The allocations of varying lifetimes will make it impossible to free
down a heap from a heap-based allocator. This is a serious issue with
heap-based allocators, and it will impact the max RSS that you'll
need to reach steady state. It's not really a tractable problem I think,
I don't know how to deinterlace the the chunks which have differing
lifetimes. Your only chance is to take the existing large/small/fast
bin machinery and instead of mixing them in one heap, split them into
one smaller heap each, and see how that goes i.e. adopt size classes,
but keep it heap-based.
> Even without restartable sequences, I was wondering if lfstack
> (also in urcu) could even be used for sharing/distributing
> arenas between threads. This would require tcache to avoid
> retries on lfstack pop/push.
We absolutely need a better balancing across arenas, even now we don't
do any rebalancing based on load or attach count. We should. That
problem would go away if you just used restartable sequences to find
your cpu, map that to the local arena for the cpu and allocate there.
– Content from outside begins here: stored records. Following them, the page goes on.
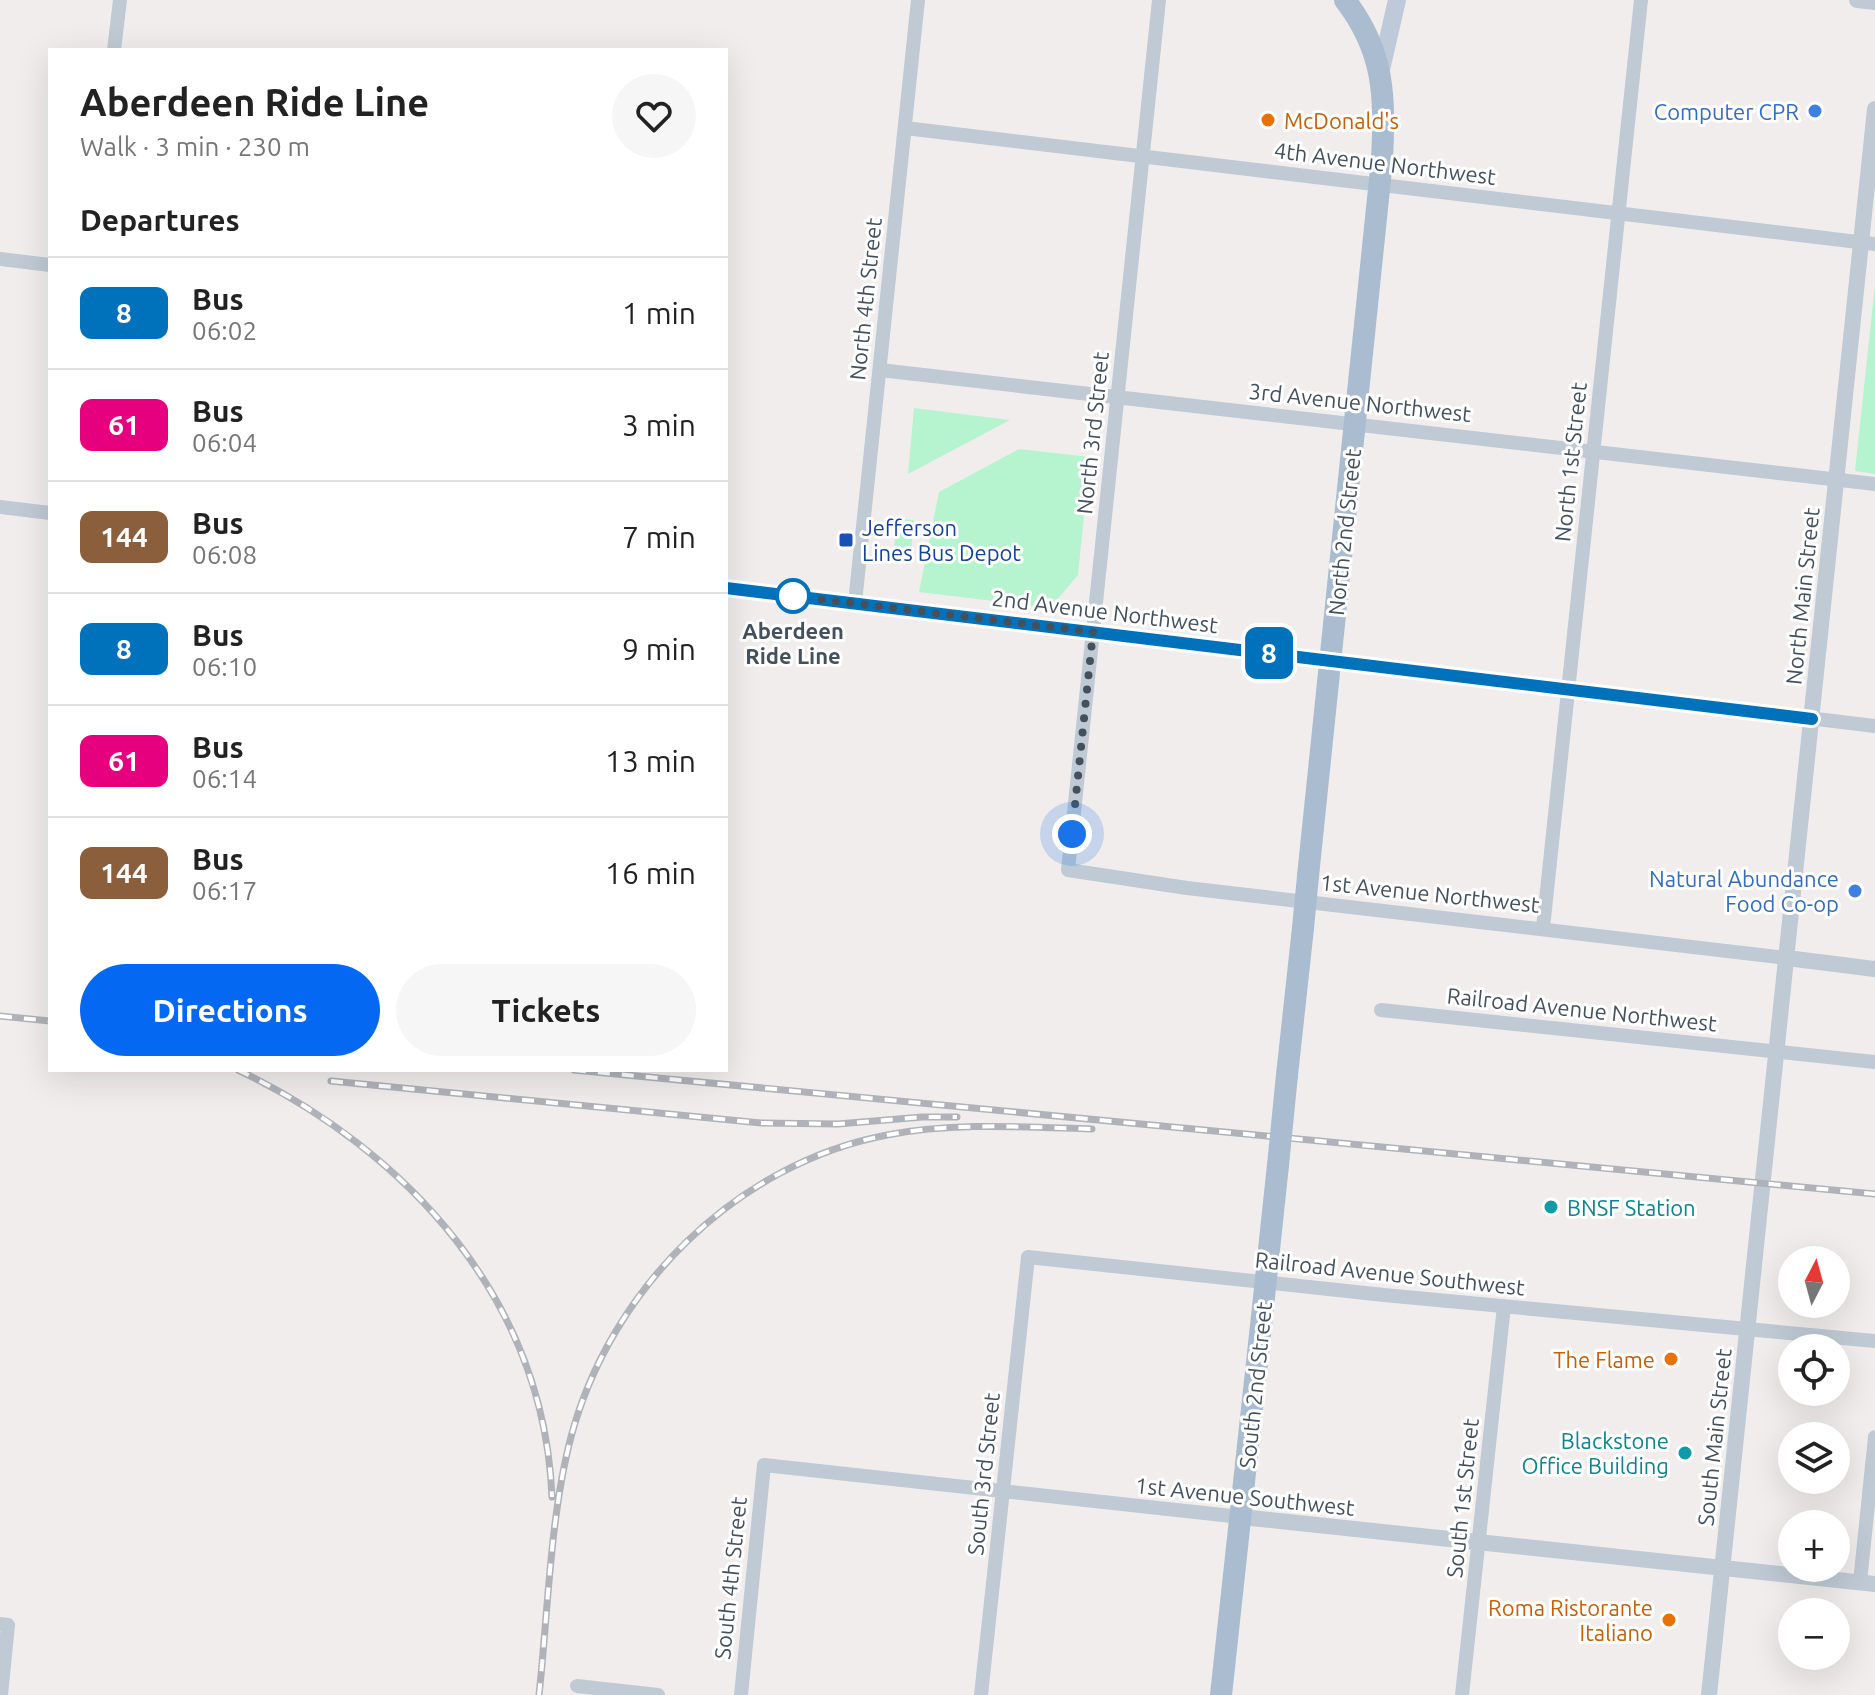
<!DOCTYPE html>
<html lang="en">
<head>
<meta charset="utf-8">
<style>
  body { margin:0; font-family:Ubuntu,sans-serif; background:#f6f6f6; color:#222; height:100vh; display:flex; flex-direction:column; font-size:30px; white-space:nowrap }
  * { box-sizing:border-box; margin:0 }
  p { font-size:26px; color:#767676 }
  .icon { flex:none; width:44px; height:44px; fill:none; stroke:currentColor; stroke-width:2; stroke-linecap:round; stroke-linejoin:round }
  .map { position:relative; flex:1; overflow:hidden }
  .drawer { position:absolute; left:48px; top:48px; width:680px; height:1024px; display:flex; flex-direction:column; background:#fff; border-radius:0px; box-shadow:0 8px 32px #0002 }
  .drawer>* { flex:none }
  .badge { padding:0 16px; border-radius:12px; font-size:28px; line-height:52px }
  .needle { width:52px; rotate:6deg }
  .controls { position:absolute; left:1778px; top:1246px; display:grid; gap:16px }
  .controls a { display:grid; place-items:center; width:72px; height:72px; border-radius:50%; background:#fff; box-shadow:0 8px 32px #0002; font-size:40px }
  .you { position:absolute; width:40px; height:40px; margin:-20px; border:6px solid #fff; border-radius:50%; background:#1a73e8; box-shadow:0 0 0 12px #1a73e833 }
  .map>.badge { position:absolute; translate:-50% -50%; box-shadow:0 0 0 4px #fff }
  h2 { padding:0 32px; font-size:30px; line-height:72px }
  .round { display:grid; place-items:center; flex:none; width:84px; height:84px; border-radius:42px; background:#f6f6f6 }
  .overview { display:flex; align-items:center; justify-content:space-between; height:136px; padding:0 32px }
  h1 { font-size:38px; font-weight:600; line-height:60px }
  .cta { display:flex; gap:16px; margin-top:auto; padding:16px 32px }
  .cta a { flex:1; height:92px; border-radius:48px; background:#0568f3; color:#fff; font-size:32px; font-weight:600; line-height:92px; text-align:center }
  .cta a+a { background:#f6f6f6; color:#222 }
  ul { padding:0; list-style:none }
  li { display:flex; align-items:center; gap:24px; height:112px; padding:0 32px; border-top:2px solid #e0e0e0 }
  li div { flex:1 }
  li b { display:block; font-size:30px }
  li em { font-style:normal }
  li .badge { min-width:88px; font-weight:700; text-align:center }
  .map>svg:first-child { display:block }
</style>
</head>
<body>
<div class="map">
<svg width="1875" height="1695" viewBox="0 0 1875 1695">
  <rect width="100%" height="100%" fill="#f1eded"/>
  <path fill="#b6f4cf" d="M 1875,285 L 1875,474 L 1855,471 Z
    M 914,408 L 1010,420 L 908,474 Z
    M 1019,449 L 1090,457 L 1078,575 L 1050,608 L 919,592 L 939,492 Z
    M 897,519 L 914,520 L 910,560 L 893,558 Z"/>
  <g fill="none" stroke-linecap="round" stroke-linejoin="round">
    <path stroke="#bfcad5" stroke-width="14" d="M 1159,0 L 1068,870 L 1187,888 L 1787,958
      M 114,50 L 120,0
      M 905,128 L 1875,244
      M 0,259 L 50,265
      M 880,370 L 1875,484
      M 0,507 L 50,513
      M 726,588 L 1875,726
      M 855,603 L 918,0
      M 1543,928 L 1641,0
      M 1381,1010 L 1875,1062
      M 1860,1582 L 1875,1437
      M 0,1624 L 8,1625 L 1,1695
      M 577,1686 L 658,1695
      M 741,1695 L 764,1465 L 1241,1517
      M 981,1695 L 1028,1257 L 1384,1295 L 1875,1341
      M 1462,1695 L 1504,1306"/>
    <path stroke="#bfcad5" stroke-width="16" d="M 1857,0 L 1875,2
      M 1787,958 L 1875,969
      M 1241,1517 L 1875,1584
      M 1709,1695 L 1875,109"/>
    <path stroke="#becad9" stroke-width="18" d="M 1380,74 L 1397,0"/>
    <path stroke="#aabcd0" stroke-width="22" d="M 1308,876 L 1382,160 C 1385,97 1385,52 1345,0
      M 1287,1075 L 1303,928
      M 1268,1259 L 1278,1165
      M 1221,1695 L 1263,1307"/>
    <defs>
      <path id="rail" d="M 0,1016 L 50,1021
        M 238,1070 C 408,1151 544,1300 552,1497
        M 574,1070 L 1875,1194
        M 331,1081 L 761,1123 L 838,1124 L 922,1117 L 957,1117
        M 539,1695 C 548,1613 550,1516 571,1437 C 610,1290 735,1164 887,1135 C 954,1122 1024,1127 1092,1129"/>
    </defs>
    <use href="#rail" stroke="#afb3b9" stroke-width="7"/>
    <use href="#rail" stroke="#fff" stroke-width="4" stroke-dasharray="12" stroke-linecap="butt"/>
    <path stroke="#aabcd0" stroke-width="22" d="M 1303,928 L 1308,876
      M 1278,1165 L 1287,1075
      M 1263,1307 L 1268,1259"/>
  </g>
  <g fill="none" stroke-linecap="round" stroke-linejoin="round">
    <defs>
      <path id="line" d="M 726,588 L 1812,719"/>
    </defs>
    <use href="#line" stroke="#fff" stroke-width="18"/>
    <use href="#line" stroke="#0072bc" stroke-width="12"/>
    <path stroke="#44515d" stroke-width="8" stroke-dasharray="0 14.4" d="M 793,596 L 1093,632 L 1072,834"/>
  </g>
  <g fill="#3f7fe0" stroke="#fff" stroke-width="3">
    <circle cx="1815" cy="111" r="8"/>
    <circle cx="1855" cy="891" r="8"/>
  </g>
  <g fill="#e8710a" stroke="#fff" stroke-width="3">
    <circle cx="1268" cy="120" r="8"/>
    <circle cx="1671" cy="1359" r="8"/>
    <circle cx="1669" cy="1620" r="8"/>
  </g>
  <rect fill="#1a4fb4" stroke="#fff" stroke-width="3" x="838" y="532" width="16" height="16" rx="4"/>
  <circle fill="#fff" stroke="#0072bc" stroke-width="4" cx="793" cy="596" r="16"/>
  <g fill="#0f9aa8" stroke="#fff" stroke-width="3">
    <circle cx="1551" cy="1207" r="8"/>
    <circle cx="1685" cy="1453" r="8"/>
  </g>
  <g text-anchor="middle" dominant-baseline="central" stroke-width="6" stroke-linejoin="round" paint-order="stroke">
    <g font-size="22" fill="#366cbe" stroke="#fff" text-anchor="end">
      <text x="1799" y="111">Computer CPR</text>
      <text x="1839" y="878">Natural Abundance<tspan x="1839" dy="25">Food Co-op</tspan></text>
    </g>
    <g font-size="22" fill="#c56008" stroke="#fff" text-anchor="end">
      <text x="1284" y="120" text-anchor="start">McDonald's</text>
      <text x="1655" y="1359">The Flame</text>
      <text x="1653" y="1607">Roma Ristorante<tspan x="1653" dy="25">Italiano</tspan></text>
    </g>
    <g font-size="22" fill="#44515d" stroke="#fff">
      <text transform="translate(1385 163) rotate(7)">4th Avenue Northwest</text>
      <text transform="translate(865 299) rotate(-84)">North 4th Street</text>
      <text transform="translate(1360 402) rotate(6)">3rd Avenue Northwest</text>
      <text transform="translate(1092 433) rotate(-84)">North 3rd Street</text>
      <text transform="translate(1570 462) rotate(-84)">North 1st Street</text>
      <text transform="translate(1344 532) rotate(-84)">North 2nd Street</text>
      <text transform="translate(1802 596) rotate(-84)">North Main Street</text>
      <text transform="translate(1105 611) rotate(7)">2nd Avenue Northwest</text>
      <text transform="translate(1430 893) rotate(6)">1st Avenue Northwest</text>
      <text transform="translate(1582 1009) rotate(6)">Railroad Avenue Northwest</text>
      <text transform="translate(1390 1273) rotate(6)">Railroad Avenue Southwest</text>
      <text transform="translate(1255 1385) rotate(-84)">South 2nd Street</text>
      <text transform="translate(1714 1437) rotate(-84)">South Main Street</text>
      <text transform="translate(983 1474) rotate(-84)">South 3rd Street</text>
      <text transform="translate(1245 1496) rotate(6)">1st Avenue Southwest</text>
      <text transform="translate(1462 1498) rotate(-84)">South 1st Street</text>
      <text transform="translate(730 1578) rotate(-84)">South 4th Street</text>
    </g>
    <g font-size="22" fill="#164399" stroke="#fff" text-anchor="start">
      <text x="862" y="527">Jefferson<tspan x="862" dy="25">Lines Bus Depot</tspan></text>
    </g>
    <g font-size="22" font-weight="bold" fill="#44515d" stroke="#fff">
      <text x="793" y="630">Aberdeen<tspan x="793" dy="25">Ride Line</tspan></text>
    </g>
    <g font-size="22" fill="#0d838f" stroke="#fff" text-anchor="start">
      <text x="1567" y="1207">BNSF Station</text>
      <text x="1669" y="1440" text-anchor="end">Blackstone<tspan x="1669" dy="25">Office Building</tspan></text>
    </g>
  </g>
</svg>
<div class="controls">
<a><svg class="needle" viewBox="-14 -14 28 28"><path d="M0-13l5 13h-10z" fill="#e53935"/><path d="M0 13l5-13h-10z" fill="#767676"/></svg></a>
<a><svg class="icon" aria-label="locate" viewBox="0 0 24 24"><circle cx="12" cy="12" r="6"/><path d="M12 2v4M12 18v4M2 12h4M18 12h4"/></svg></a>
<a><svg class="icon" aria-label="layers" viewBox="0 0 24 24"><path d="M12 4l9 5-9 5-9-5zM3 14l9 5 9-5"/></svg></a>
<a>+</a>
<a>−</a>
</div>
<div class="you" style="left:1072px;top:834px"></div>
<b class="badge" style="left:1269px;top:653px;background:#0072bc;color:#fff">8</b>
<section class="drawer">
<div class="overview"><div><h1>Aberdeen Ride Line</h1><p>Walk · 3 min · 230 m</p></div><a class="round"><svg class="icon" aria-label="heart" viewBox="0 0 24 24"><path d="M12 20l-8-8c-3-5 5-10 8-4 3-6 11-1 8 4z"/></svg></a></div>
<h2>Departures</h2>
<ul>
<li><span class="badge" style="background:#0072bc;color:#fff">8</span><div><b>Bus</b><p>06:02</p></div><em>1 min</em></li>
<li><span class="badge" style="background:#e6007e;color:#fff">61</span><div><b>Bus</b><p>06:04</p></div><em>3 min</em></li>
<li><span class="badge" style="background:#8b5e3c;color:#fff">144</span><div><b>Bus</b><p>06:08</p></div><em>7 min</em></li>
<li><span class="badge" style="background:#0072bc;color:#fff">8</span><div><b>Bus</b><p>06:10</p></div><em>9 min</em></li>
<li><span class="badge" style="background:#e6007e;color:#fff">61</span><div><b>Bus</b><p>06:14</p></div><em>13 min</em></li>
<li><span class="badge" style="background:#8b5e3c;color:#fff">144</span><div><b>Bus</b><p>06:17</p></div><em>16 min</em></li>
</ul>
<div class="cta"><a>Directions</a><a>Tickets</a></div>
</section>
</div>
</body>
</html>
> Much less straighforward than using wfcqueue for frees with
> this patch, though :)
> Heh, a bit dirty, but #define-ing poll away seems to work :)
> diff --git a/malloc/malloc.c b/malloc/malloc.c
> index 40d61e45db..89e675c7a0 100644
> --- a/malloc/malloc.c
> +++ b/malloc/malloc.c
> @@ -247,6 +247,11 @@
> /* For SINGLE_THREAD_P. */
> #include <sysdep-cancel.h>
> +/* prevent wfcqueue.h from including poll.h and linking to it */
> +#include <poll.h>
> +#undef poll
> +#define poll(a,b,c) assert(0 && "should not be called")
Call __poll instead. That should fix the issue.